Records supplied START
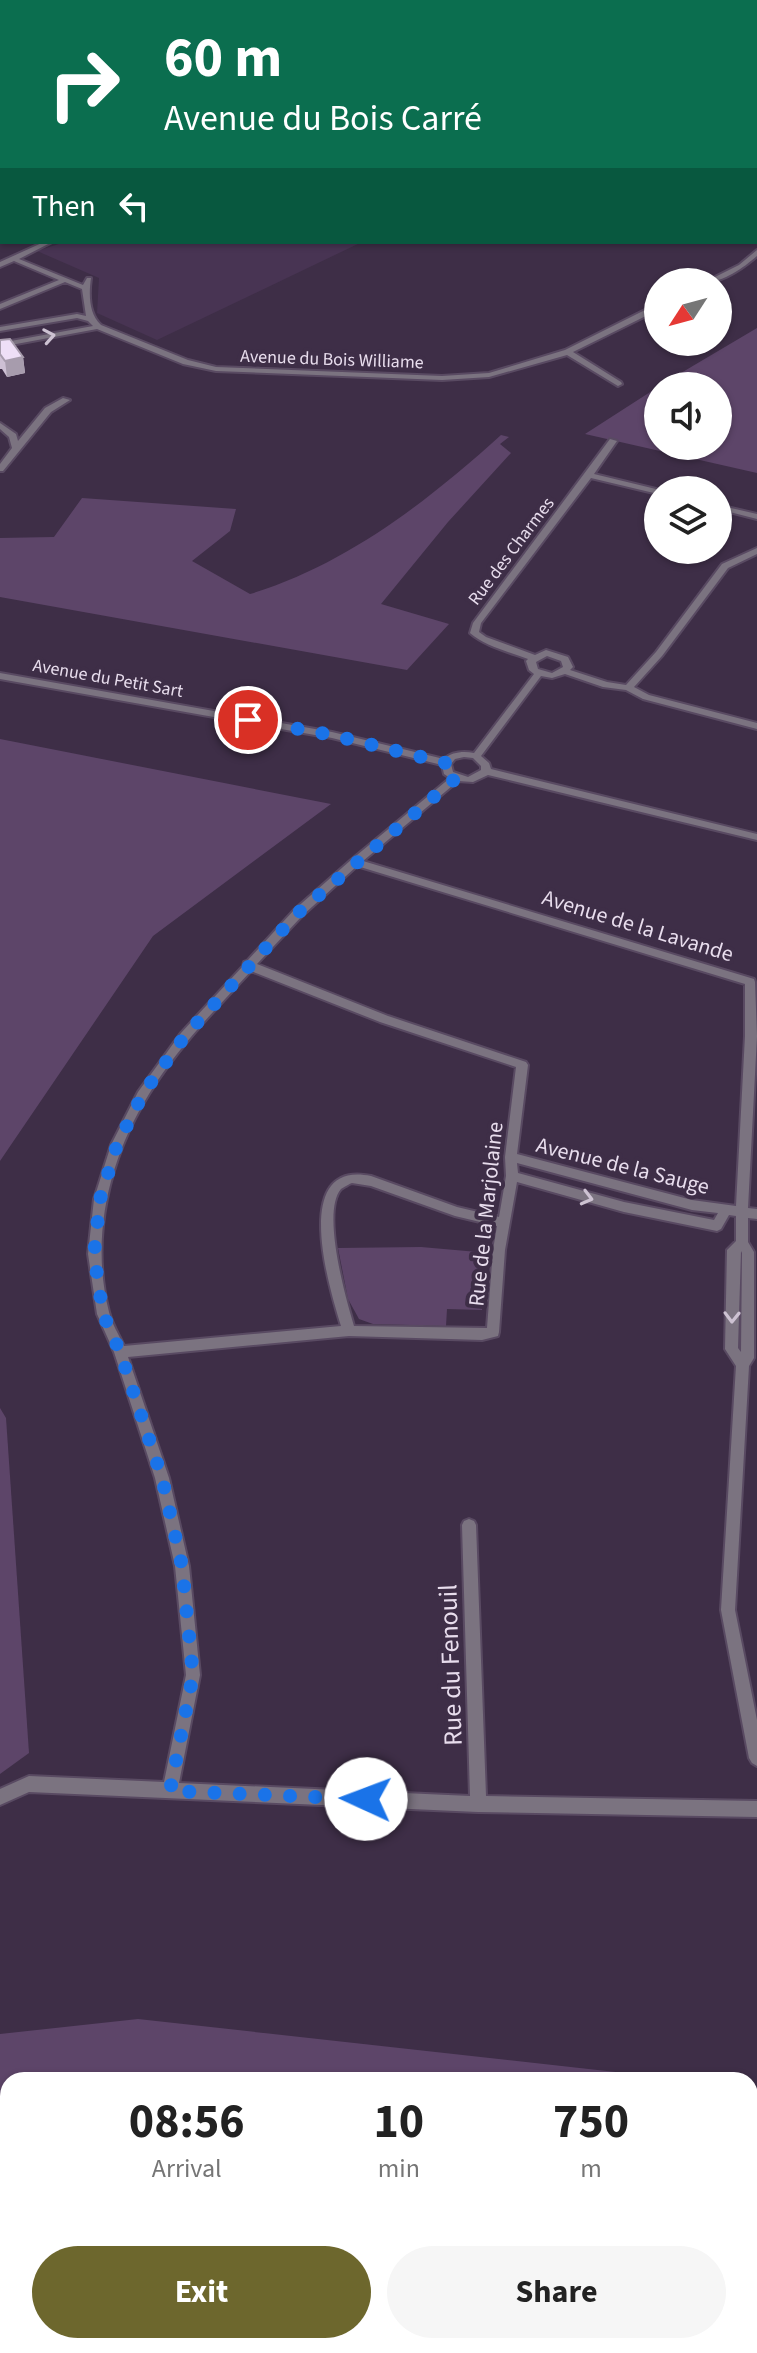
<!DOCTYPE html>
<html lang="en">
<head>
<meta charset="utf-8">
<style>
	:root { --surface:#fff; --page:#f6f6f6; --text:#222; --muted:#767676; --accent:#6d672d }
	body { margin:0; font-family:"Source Sans 3",sans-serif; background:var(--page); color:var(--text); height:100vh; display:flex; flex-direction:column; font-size:30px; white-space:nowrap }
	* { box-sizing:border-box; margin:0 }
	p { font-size:26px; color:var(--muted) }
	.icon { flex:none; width:44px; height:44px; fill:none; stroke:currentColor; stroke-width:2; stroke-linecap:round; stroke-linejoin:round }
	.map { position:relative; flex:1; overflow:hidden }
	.details { position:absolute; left:0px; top:2072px; width:758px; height:282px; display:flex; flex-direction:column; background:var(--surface); border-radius:24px 24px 0 0; box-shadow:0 2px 6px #0004 }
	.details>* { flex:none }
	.banner { position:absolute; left:0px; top:0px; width:758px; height:244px; box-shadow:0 2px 6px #0004; background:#0b6e4f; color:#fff; overflow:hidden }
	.needle { width:52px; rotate:234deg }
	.fabs { position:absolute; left:644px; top:268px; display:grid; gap:16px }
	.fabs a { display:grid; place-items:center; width:88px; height:88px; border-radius:50%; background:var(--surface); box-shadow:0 2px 6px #0004; font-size:40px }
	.pin { position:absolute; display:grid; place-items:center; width:68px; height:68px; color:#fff; margin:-34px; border:4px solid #fff; border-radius:50%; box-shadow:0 2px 8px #0007 }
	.me { position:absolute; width:88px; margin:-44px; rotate:272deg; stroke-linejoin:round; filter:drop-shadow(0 0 6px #0008) }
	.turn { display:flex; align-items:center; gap:28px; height:168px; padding:0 32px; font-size:36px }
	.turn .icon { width:104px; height:104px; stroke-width:2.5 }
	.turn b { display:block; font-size:56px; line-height:68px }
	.then { display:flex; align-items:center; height:76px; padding:0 32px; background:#0003; gap:16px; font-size:30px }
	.eta { display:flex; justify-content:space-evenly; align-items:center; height:136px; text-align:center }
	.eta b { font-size:48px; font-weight:700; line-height:56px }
	.primary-button { display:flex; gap:16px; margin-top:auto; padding:16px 32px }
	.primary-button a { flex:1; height:92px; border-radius:48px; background:var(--accent); color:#fff; font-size:32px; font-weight:700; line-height:92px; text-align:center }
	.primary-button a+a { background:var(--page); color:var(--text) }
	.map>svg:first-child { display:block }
	.built { fill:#483453 }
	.green { fill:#5d4569 }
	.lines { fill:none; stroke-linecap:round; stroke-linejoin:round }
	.minor-casing { stroke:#594a62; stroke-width:4 }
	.minor { fill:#7b7380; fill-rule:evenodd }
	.wall { fill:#cdc0d4 }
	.shaded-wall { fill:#a79cad }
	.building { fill:#eedff7; stroke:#a79cad; stroke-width:2 }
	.oneway { stroke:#cdc2d2 }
	.route { stroke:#1a73e8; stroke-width:14; stroke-dasharray:0 25.2 }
	.labels { text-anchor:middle; stroke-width:8; stroke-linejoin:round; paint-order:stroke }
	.far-street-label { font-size:18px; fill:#e8dded; stroke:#3e2e47 }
	.street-label { font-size:22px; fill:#e8dded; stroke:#3e2e47 }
	.near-street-label { font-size:26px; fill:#e8dded; stroke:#3e2e47 }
</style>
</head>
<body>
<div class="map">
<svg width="757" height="2353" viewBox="0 0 757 2353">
	<rect width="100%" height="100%" fill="#3e2e47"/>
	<polygon class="built" points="65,242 362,242 157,340 97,313 99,278 37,251"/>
	<g class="green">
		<polygon points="757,328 757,473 585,434 658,387 658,446 718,446 718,386 659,386"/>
		<path d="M501,435l8,2 -9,7 11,9 -63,69 -67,82 68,20 -42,46 -407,-73v-59l54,-1 28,-39 154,11 -6,22 -38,30 58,33c96,-29 178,-93 251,-159z"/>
		<polygon points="0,739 331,804 153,936 0,1161"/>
		<polygon points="421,1247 489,1253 482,1310 447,1309 446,1326 373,1324 359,1319 348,1299 338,1248"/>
		<polygon points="0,1408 6,1418 29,1753 0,1774"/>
		<polygon points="138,2019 687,2080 8,2080 8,2346 750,2346 750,2087 757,2088 757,2353 0,2353 0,2034"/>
	</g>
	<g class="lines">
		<g class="minor-casing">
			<g id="minor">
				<rect x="0" y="2" width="2" height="4"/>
				<rect x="756" y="34" width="1" height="4"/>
				<polygon points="2,52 2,56 0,57 0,53"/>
				<rect x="756" y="96" width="1" height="4"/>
				<rect x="756" y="138" width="1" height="4"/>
				<rect x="756" y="174" width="1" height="4"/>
				<polygon points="2,231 2,236 0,236 0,232"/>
				<path d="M44,242h8l-33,17 64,26 4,-7h4c-2,14 -3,35 10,47l87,35 28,7 226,9 47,-3 76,-23 90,-45h3v5l-85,42 48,30 1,2 -4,2 -51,-31 -78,22 -47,3 -226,-9 -33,-7 -86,-35 -97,18v-4l93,-17 -5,-5 -11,-3 -77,13v-4l77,-13 9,2 -4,-27 -17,-7 -65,27v-5l59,-24 -45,-19 -14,6v-5z"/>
				<path d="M757,250v6c-14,12 -33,26 -52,26l34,-17z"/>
				<polygon points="63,398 70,400 51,412 3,471 0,471 0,464 12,448 9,437 0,429 0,423 16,434 18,441 45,408"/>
				<path d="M610,439l7,2 -23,33 66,16h-2v4l-67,-16 -110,145 -2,9 7,5 49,18 11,-5 22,7 5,10 -3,3 37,12 19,3 30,-33 66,-88 35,-16v6l-29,14 -66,88 -28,31 15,8 108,28v6l-114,-30 -17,-9 -23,-3 -38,-13 -13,4 -11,-2 -60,80 8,7 2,6 266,65v6l-269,-65 -15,7 -15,-1 -95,80 391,118 1,3 2,54 -9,172 9,1v10l-9,-1v24l6,10v106l-5,8 -14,244 22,110v46l-5,-3 -3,-5 -28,-148 15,-244 -11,-17 2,-99 9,-9v-25l-7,-1 -8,14 -4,2 -93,-19 -107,-30 -12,68 -6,82 -1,4 -16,4 -133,-4 -221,21 41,121 20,88 11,109 -21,108 291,13 -8,-271 2,-4 5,-2 5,2 2,4 10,271 271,5v16l-279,-5 -449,-20 -29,13v-16l29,-13 135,6 22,-107 -11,-109 -20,-88 -41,-126 -17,-38 -9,-60 6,-55 17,-54 27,-53 43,-59 62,-67 1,-4 3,-1 47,-51 57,-50 99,-82 -6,-4 -2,-9 -110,-27 -332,-59v-6l332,59 112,27c8,-7 19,-8 30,-6l60,-79 -5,-4 -3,-9 2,-2c-19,-7 -43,-13 -58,-26l3,-10zM547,656l14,5 2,6 -11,6 -14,-4 -2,-7zM464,757l9,1 8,8v4l-13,7 -15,-5 -2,-8 4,-5zM357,866l388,118v52l-9,170 -44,-6 -175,-46 11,-89 -2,-3 -138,-46 -131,-52 45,-48zM251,971l129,51 136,45 -11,90 1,19 -7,41 -42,-10 -86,-31c-81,-17 -42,111 -30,150l-217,20c-5,-11 -12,-22 -15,-34 -19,-74 0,-154 40,-218 28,-46 66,-84 102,-123zM517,1163l175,47 26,3 -4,7 -90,-18 -106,-29zM352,1183l19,3 84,30 42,10 -4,24 -6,78 -133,-2c-8,-27 -33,-114 -13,-137 1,-1 10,-6 11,-6zM741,1251l1,2 -1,99 -3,-4z"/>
				<polygon points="718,505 757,514 757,519 718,509"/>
			</g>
		</g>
		<use href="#minor" class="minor"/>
	</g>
	<polygon class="wall" points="0,340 23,357 25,373 7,377 2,369 0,369"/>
	<polygon class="shaded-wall" points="23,357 25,373 7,377 5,361"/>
	<polygon class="building" points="10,339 23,357 5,361 0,354 0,340"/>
	<defs><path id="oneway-chevron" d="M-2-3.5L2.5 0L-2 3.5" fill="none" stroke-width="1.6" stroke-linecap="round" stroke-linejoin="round" transform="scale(2)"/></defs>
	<g class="oneway">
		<use href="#oneway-chevron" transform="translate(49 336) rotate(-10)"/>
		<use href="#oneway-chevron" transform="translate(587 1198) rotate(15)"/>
		<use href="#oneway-chevron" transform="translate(732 1317) rotate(91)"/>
	</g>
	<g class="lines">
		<polyline class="route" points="248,720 332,735 446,763 445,769 456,778 298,913 185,1036 144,1092 117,1145 100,1199 94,1254 103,1314 120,1352 162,1478 182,1566 193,1675 170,1791 366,1799"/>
	</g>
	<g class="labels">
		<g class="far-street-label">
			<text transform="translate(332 359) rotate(2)" y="6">Avenue du Bois Williame</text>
			<text transform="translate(511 551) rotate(-53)" y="6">Rue des Charmes</text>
			<text transform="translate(108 678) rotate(10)" y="6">Avenue du Petit Sart</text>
		</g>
		<g class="street-label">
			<text transform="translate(638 925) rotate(17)" y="8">Avenue de la Lavande</text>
			<text transform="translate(623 1165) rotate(14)" y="8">Avenue de la Sauge</text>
			<text transform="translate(485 1214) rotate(-84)" y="8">Rue de la Marjolaine</text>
		</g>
		<g class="near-street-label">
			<text transform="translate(450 1665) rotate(-92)" y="9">Rue du Fenouil</text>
		</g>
	</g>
</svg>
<div class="fabs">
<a><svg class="needle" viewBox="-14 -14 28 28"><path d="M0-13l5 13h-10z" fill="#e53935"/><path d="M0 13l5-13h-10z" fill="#767676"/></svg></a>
<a><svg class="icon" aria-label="sound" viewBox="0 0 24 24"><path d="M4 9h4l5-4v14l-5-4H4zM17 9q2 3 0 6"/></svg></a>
<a><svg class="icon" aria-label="layers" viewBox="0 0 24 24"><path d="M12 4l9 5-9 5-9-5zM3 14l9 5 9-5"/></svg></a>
</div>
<div class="pin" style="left:248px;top:720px;background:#d93025"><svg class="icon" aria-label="arrive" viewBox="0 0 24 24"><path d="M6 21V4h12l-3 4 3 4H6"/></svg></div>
<svg class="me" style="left:366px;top:1799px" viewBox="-20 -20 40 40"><circle r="19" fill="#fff"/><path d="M0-13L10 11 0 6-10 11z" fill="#1a73e8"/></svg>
<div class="banner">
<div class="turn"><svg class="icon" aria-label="right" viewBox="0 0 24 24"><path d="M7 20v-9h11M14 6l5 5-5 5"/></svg><div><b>60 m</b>Avenue du Bois Carré</div></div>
<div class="then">Then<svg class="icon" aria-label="left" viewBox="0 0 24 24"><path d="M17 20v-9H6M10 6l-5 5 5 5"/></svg></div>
</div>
<section class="details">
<div class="eta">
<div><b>08:56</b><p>Arrival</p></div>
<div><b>10</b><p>min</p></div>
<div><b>750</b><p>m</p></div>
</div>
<div class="primary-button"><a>Exit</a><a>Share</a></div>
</section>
</div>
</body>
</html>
Records supplied END
Work order – With "space" as the search word, count the matching lines in the records and give the number alone.

Worked solution – 2